Por: Luís Kandjimbo**

A sugestão da conversa convoca o nome de um escritor nonagenário, um dos mais importantes ensaístas de língua portuguesa que reivindica duas identidades, a moçambicana e a portuguesa. Trata-se de um ensaísta que segue a tradição inglesa deste género de discurso de que é constituída a maior parte da sua obra. Esta conclusão resulta da frequência que faço do que escreve, desde a altura em que me tornei assíduo leitor dos textos que ele publicava na revista portuguesa Colóquio/Letras. Em 1984, tive a oportunidade de vê-lo pela primeira vez como orador no Colóquio Internacional sobre as Literaturas Africanas de Língua Portuguesa, realizado no Centro Cultural da Fundação Calouste Gulbenkian, em Paris. Era também o tempo do meu tirocínio porque aí apresentei a primeira comunicação em evento que reunia escritores, académicos, mulheres e homens de cultura.
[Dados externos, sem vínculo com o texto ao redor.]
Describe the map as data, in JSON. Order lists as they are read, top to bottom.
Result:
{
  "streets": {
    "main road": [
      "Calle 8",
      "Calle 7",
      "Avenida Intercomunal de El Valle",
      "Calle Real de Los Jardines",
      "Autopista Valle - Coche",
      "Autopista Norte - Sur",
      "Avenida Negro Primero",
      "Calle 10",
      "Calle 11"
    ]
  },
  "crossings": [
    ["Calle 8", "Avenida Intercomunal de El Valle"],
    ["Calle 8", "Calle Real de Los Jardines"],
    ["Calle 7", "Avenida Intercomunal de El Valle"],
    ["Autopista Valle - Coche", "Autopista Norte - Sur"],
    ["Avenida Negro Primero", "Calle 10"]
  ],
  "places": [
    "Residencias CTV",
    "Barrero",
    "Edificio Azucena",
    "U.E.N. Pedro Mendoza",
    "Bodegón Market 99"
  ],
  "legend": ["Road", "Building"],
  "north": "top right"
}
Mas, hoje, o motivo da conversa é a sua narrativa autobiográfica, com cinco volumes e título em latim, «Acta Est Fabula» [A Peça Está Representada], cuja leitura permite avaliar a utilidade do ensaio, quando se trata de compreender o fenómeno em que determinado sujeito é o Outro de si mesmo, como diria o filósofo francês, Paul Ricoeur (1913-2005).

Outro de si mesmo 

Estou a referir-me ao ensaísta Eugénio Lisboa (Maio, 1930), na imagem. Moçambique é o país onde se situam as suas raízes telúricas, culturais e literárias, o lugar da memória a partir do qual fala da sua infância, juventude e parte da sua vida adulta. E Portugal é o país cuja cidadania, cultura e literatura reivindica, igualmente. Em 1955, após a conclusão dos estudos secundários, seguiu para Lisboa. Aos vinte e cinco anos de idade, obteve a licenciatura em Engenharia Electrotécnica e regressou imediatamente às origens. Viria revelar-se como ensaísta, crítico literário e docente universitário de grande quilate, durante as duas décadas que se seguiram, além de uma actividade profissional desenvolvida no sector dos petróleos, entre Moçambique e África do Sul.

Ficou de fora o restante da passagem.